Kelvin finally stopped scribbling. He looked up. His eyes were blank slates. He stared at Wendy but clearly didn't see her.

"Kelvin?"

"Himmler likes tuna steaks," he said, his voice an urgent whisper. "And the mayor? He could not care less."

Ronald slumped. Wendy tried to get him to look her in the eye.

"I want to talk to you about your college roommates."

Kelvin started laughing. "Roommates?"

"Yes."

"That's funny." He started cackling like, well, a madman. "Roommates. Like you mate with a room. Like you and a room have sex and you get it pregnant. Like you mate, get it?"
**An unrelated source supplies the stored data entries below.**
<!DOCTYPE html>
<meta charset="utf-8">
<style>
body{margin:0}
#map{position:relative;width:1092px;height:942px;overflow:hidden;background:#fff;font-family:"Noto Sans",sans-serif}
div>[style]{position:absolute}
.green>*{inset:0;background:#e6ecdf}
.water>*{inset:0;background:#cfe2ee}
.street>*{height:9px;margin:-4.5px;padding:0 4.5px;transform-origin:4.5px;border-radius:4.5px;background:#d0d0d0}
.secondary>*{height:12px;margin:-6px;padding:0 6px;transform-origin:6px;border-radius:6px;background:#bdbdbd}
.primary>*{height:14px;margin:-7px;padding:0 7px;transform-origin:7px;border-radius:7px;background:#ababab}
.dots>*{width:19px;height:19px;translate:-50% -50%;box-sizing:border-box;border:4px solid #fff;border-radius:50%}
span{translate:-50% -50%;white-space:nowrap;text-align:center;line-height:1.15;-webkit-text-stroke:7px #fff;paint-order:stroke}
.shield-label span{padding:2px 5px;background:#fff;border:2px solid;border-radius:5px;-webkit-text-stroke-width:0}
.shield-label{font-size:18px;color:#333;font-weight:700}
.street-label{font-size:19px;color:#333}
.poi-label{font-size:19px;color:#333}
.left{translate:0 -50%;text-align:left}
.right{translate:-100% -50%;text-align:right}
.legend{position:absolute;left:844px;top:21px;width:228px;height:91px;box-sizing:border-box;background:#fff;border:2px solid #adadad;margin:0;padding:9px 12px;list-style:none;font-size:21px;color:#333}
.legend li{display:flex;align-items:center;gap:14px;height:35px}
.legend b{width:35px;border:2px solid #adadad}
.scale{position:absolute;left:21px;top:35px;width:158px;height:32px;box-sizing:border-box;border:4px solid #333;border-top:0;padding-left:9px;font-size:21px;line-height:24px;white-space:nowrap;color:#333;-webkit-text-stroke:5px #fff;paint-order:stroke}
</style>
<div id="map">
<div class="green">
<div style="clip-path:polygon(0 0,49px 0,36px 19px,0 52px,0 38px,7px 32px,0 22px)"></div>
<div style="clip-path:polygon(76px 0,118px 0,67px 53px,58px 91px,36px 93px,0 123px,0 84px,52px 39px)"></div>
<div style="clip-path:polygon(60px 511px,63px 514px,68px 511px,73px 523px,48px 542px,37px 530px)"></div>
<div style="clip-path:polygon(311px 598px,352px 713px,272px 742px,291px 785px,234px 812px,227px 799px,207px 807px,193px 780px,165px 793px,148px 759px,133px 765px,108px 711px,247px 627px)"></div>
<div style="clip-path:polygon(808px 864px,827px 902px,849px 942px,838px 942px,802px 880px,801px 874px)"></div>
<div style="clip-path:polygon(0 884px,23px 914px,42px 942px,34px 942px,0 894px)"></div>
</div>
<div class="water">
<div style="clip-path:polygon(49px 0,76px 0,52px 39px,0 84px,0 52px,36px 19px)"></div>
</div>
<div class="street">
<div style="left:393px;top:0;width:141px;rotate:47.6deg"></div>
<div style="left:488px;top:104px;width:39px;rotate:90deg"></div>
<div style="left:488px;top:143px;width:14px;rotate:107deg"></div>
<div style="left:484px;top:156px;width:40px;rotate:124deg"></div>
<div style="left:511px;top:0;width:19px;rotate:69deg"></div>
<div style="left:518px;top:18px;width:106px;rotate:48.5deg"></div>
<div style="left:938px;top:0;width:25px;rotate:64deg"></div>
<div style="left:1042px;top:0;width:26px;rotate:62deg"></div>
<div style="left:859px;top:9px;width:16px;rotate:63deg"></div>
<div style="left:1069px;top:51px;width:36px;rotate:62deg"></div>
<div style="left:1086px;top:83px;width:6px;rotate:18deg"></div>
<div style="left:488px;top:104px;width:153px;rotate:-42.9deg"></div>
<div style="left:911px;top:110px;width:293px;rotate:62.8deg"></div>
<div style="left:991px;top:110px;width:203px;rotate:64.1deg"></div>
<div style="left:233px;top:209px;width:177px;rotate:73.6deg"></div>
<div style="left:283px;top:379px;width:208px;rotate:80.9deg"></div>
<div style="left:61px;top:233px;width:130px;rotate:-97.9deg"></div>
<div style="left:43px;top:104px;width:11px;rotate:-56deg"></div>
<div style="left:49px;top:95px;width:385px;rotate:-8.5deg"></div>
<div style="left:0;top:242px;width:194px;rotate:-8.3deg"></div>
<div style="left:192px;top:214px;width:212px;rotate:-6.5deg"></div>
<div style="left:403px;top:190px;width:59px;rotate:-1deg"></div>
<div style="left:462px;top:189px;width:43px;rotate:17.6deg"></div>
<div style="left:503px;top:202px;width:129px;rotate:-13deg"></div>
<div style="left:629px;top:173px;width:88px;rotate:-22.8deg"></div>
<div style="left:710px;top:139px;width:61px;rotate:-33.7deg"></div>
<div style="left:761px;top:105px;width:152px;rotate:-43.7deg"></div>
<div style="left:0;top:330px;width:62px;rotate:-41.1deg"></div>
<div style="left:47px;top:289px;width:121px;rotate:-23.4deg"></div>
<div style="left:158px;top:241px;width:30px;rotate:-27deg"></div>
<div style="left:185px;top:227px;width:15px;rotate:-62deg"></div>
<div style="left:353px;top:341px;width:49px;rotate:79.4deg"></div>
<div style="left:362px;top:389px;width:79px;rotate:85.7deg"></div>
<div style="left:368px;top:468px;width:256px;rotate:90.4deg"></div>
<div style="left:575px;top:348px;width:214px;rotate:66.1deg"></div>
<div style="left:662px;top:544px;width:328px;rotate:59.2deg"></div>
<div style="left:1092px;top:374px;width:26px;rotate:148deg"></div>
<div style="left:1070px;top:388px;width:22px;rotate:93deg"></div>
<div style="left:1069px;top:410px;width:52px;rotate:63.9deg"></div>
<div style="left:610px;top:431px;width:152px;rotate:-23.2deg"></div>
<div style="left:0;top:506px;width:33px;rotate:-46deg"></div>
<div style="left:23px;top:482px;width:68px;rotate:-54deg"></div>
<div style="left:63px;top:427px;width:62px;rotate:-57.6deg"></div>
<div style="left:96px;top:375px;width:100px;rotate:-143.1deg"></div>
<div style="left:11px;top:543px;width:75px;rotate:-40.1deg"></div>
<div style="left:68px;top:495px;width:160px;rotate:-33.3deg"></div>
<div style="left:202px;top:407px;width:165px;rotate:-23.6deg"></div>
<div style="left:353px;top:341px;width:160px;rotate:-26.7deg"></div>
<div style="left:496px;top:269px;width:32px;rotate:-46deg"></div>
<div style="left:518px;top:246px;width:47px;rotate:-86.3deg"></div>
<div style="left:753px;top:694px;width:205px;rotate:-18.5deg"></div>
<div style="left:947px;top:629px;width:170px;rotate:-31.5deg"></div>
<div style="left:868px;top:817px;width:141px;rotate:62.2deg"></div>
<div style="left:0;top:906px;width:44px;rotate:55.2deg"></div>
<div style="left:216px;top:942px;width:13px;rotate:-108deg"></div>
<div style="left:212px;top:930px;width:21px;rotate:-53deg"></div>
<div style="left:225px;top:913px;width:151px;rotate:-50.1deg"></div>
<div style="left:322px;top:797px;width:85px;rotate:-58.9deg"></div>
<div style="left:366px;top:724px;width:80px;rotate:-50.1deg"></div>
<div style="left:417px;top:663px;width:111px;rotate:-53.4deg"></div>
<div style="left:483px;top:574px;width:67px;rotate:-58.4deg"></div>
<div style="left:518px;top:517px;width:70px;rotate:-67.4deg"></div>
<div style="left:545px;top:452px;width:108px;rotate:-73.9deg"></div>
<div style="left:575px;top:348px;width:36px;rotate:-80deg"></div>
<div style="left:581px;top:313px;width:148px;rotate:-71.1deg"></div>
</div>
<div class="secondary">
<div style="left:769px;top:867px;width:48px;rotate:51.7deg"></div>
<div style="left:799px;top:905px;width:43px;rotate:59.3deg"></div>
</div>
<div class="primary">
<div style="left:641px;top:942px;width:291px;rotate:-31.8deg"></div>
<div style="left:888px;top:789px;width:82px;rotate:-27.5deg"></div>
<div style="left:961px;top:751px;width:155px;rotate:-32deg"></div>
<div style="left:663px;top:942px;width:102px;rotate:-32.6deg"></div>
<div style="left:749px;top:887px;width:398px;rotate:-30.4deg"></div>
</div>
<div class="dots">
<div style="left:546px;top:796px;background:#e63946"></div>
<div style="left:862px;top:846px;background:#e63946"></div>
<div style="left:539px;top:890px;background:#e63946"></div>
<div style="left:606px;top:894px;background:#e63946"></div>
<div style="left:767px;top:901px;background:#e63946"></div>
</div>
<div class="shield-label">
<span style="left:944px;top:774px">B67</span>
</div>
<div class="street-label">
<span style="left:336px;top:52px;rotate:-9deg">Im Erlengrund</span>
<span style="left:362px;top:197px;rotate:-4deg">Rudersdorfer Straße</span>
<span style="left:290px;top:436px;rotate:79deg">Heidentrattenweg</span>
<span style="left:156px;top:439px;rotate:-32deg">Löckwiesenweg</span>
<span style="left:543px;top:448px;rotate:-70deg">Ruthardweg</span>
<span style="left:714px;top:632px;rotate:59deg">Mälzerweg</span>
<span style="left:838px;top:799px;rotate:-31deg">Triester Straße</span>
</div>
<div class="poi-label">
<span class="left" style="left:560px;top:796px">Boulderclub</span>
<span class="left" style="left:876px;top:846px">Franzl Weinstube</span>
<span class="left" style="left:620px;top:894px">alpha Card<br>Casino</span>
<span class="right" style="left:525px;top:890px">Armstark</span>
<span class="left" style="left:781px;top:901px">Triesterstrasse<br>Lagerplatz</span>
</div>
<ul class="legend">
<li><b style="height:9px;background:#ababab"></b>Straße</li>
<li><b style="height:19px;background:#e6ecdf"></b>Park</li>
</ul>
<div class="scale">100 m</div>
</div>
He laughed again. Well, Wendy figured, this was better than Himmler's fish preferences.

"Do you remember your old roommates?"

The laugh stopped as though someone had flicked an off switch.

"They're in trouble, Kelvin," she said. "Dan Mercer, Phil Turnball, Steve Miciano, Farley Parks. They're all in trouble."

"Trouble?"

"Yes." She said the four names again. Then again. Something started to happen to Kelvin's face. It crumbled before their eyes. "Oh God, oh no..."

Kelvin started crying.

Ronald was up. "Kelvin?"

Ronald reached for his brother, but Kelvin's scream stopped him. The scream was sudden and piercing. Wendy jumped back.

His eyes were wide now. "Scar face!"

"Kelvin?"

He stood quickly, knocking over his chair. The orderly started toward him. Kelvin screamed again and ran for the corner. The orderly called for backup.

"Scar face!" Kelvin screamed again. "Gonna get us all. Scar face!"

"Who's scar face?" Wendy shouted back at him.

Ronald said, "Leave him alone!"

"Scar face!" Kelvin squeezed his eyes shut. He put his hands on either side of his head, as though he were trying to stop his skull from splitting in two. "I told them! I warned them!"

"What's that mean, Kelvin?"

"Stop!" Ronald said.

Kelvin lost it then. His head rocked back and forth. Two orderlies came in. When Kelvin saw them, he screamed. "Stop the hunt! Stop the hunt!" He dropped to the ground and started scuttling across the floor on all fours. Ronald had tears in his eyes. He tried to calm his brother. Kelvin scrambled to his feet. The orderlies tackled Kelvin as if this were a football game. One hit him low, the other got him up top.

"Don't hurt him!" Ronald shouted. "Please!"

Kelvin was down on the ground. The orderlies were putting some kind of restraint on him. Ronald begged them not to hurt him. Wendy tried to get closer to Kelvin-tried to somehow reach him.

From the ground, Kelvin's eyes finally met hers. Wendy crawled closer to him as he struggled. One orderly shouted at her, "Get away from him!"

She ignored him. "What is it, Kelvin?"

"I told them," he whispered. "I warned them."

"What did you warn them, Kelvin?"

Kelvin started crying. Ronald grabbed at her shoulder, trying to pull her back. She shrugged him off.

"What did you warn them, Kelvin?"

A third orderly was in the room now. He had a hypodermic needle in his hand. He shot something into Kelvin's shoulder. Kelvin looked her straight in the eye now.

"Not to hunt," Kelvin said, his voice suddenly calm. "We shouldn't hunt no more."

"Hunt for what?"

But the drug was taking effect. "We should have never gone hunting," he said, his voice soft now. "Scar face could tell you. We should have never gone hunting."